My thighs and knees don’t hurt right now, but they feel weird. I think most people would describe it as pain but I have a weird pain threshold that doesn’t always register painful stimuli.

I know the cause of it. I have a health condition that causes chronic pain and acute injuries. But I also work full time. Sitting in an office chair for hours at a time is good for no one. It’s especially bad for me.

I have plenty of modifications to help. I use an ergonomic office chair at home – padded with memory foam and with a heating element I can turn on when needed. I use a sit-stand desk riser so I can stand up when sitting hurts too much. I have an external screen and a laptop riser to bring up my laptop screen – it’s portable so I can use it from my work office as well. I have an ergonomic keyboard and a trackerball mouse.

I remind myself to walk around every 50 minutes or so. Even if it’s just to the kitchen and back to make a cup of coffee. I try not to slouch. I sit back in my chair so I have back support. When I worked in a lab, I cleared out a space under my bench so I could sit with my knees straight instead of skewed to one side. I go for a walk as many days as possible.

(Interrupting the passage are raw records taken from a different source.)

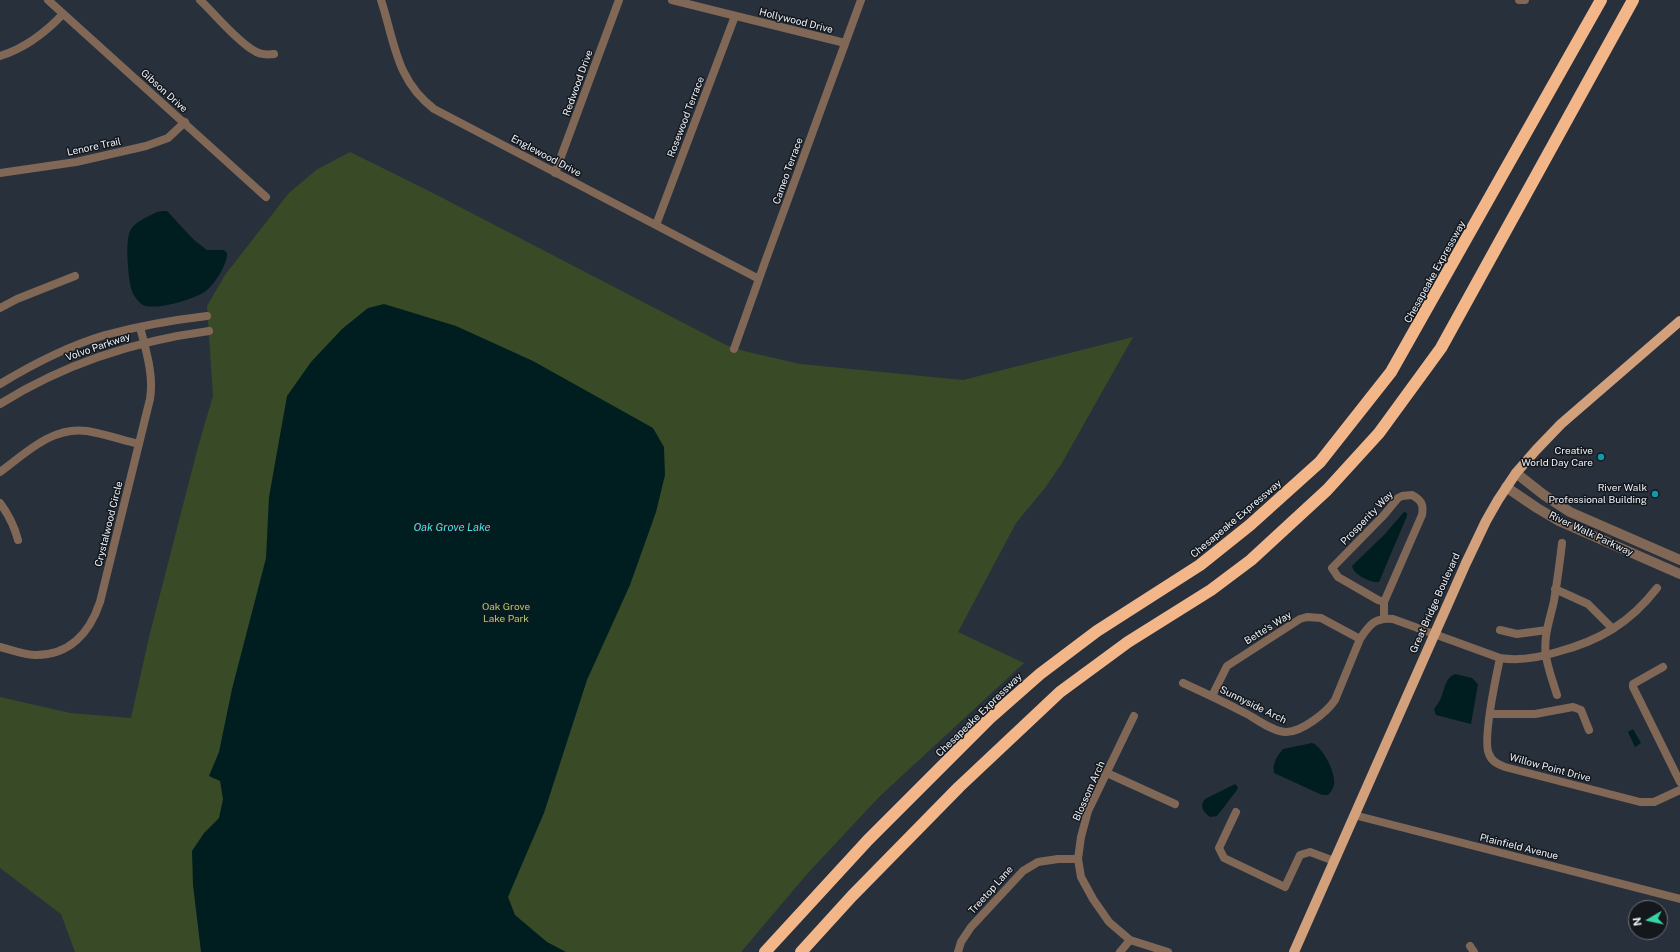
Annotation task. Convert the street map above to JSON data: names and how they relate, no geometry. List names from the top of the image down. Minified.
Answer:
{"streets":{"highway":["Chesapeake Expressway"],"main road":["Great Bridge Boulevard"],"street":["Hollywood Drive","Redwood Drive","Gibson Drive","Rosewood Terrace","Lenore Trail","Englewood Drive","Cameo Terrace","Volvo Parkway","Prosperity Way","Crystalwood Circle","River Walk Parkway","Bette's Way","Sunnyside Arch","Willow Point Drive","Blossom Arch","Plainfield Avenue","Treetop Lane"]},"crossings":[["Hollywood Drive","Rosewood Terrace"],["Hollywood Drive","Cameo Terrace"],["Redwood Drive","Englewood Drive"],["Gibson Drive","Lenore Trail"],["Rosewood Terrace","Englewood Drive"],["Englewood Drive","Cameo Terrace"],["Volvo Parkway","Crystalwood Circle"],["River Walk Parkway","Great Bridge Boulevard"],["Great Bridge Boulevard","Plainfield Avenue"],["Bette's Way","Sunnyside Arch"],["Blossom Arch","Treetop Lane"]],"water":["Oak Grove Lake"],"parks":["Oak Grove Lake Park"],"places":["Creative World Day Care","River Walk Professional Building"],"north":"left"}
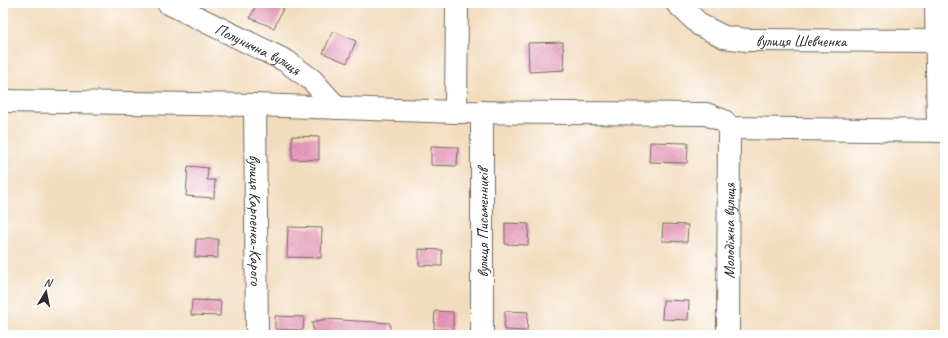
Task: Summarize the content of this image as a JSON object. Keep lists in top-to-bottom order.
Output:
{
  "streets": {
    "street": [
      "вулиця Шевченка",
      "Полунична вулиця",
      "вулиця Карпенка-Карого",
      "вулиця Письменників",
      "Молодіжна вулиця"
    ]
  },
  "north": "top"
}
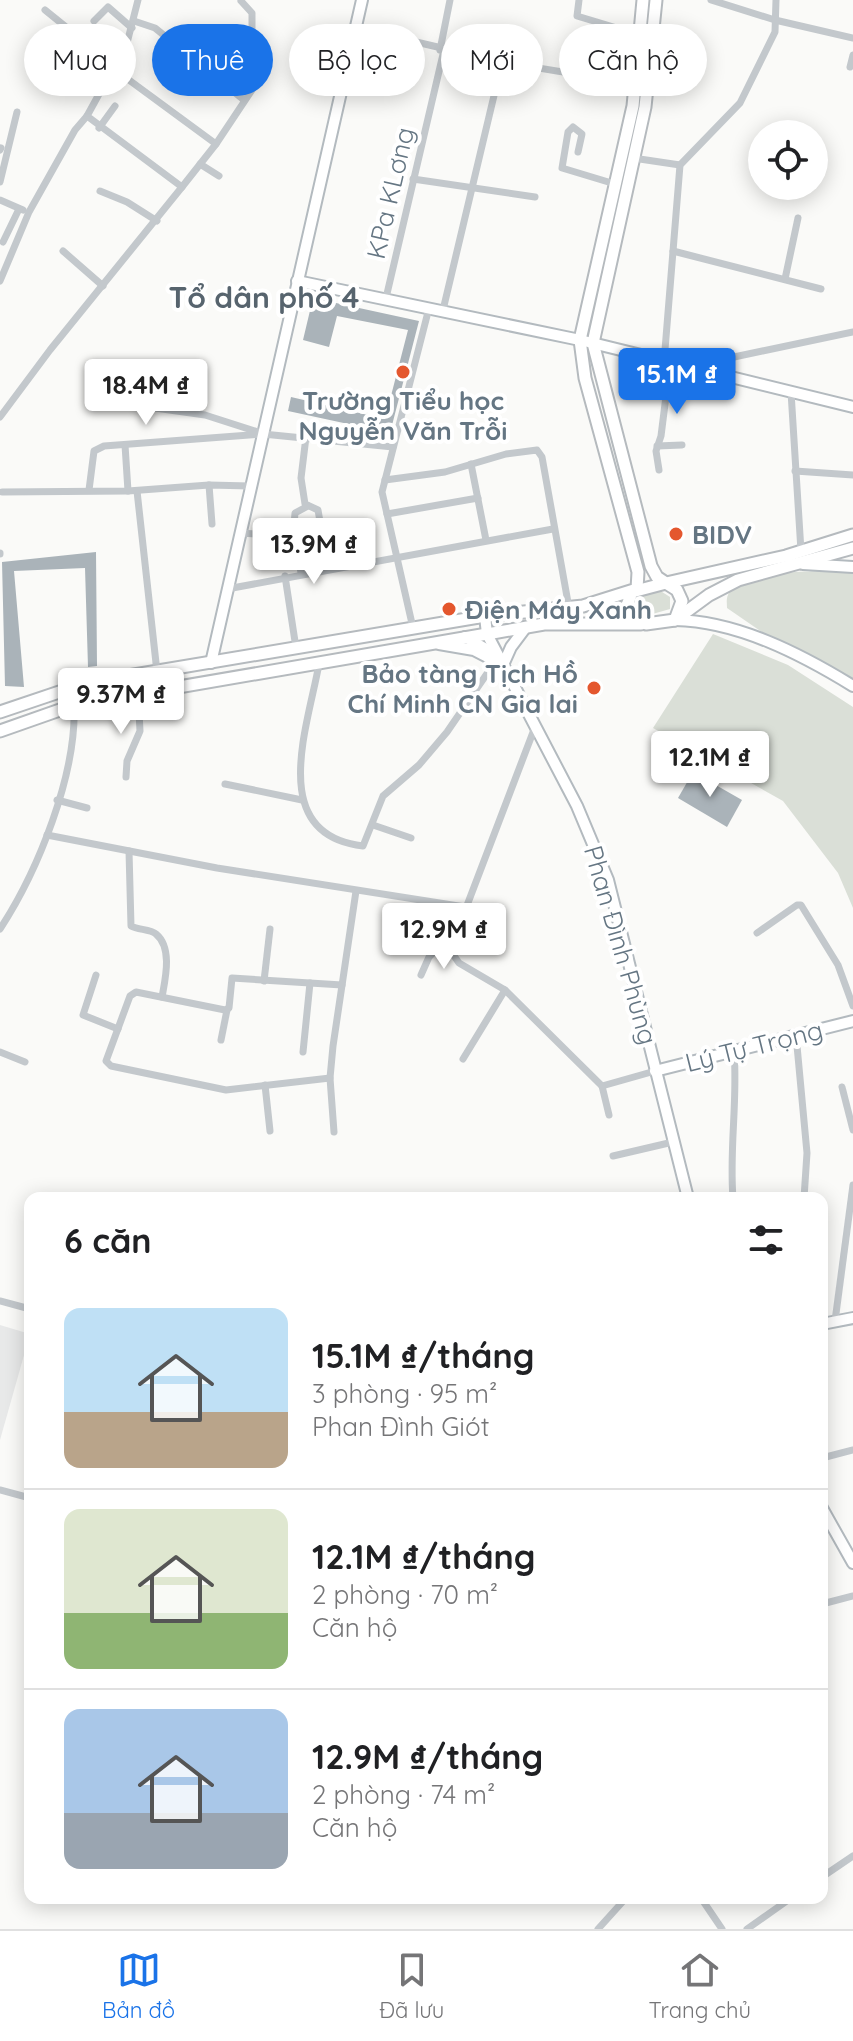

It all takes a lot of conscious thought. It also takes a lot of self-advocacy – to insist on a break in longer meetings so I can walk around, or to explain why I can’t just “take the stairs” to that meeting, because my version of “healthy” is different to yours.

It also takes a lot of unconscious thought – thought I forget to explain, so when I refuse to embark on that walk up the stairs in order to go to the bar, and instead give someone else my money to go get my round, people forget that that is an access thing. Or when I leave things piled up at the bottom of the stairs waiting for the next I need to go up, instead of nipping them up now. Or when I don’t put away the clean dishes that live in bottom drawers, because bending can be hard. Sometimes, assumptions are made.

Similarly, there are unconscious habits that aren’t so good for me. As an autistic person, I stim. As an autistic person with poor proprioception and bad joints, sometimes my stims cause my pain. My ankles are bad right now because I go through phases of twisting and turning them to create a particular sensation. Without realising. Until it hurts to walk.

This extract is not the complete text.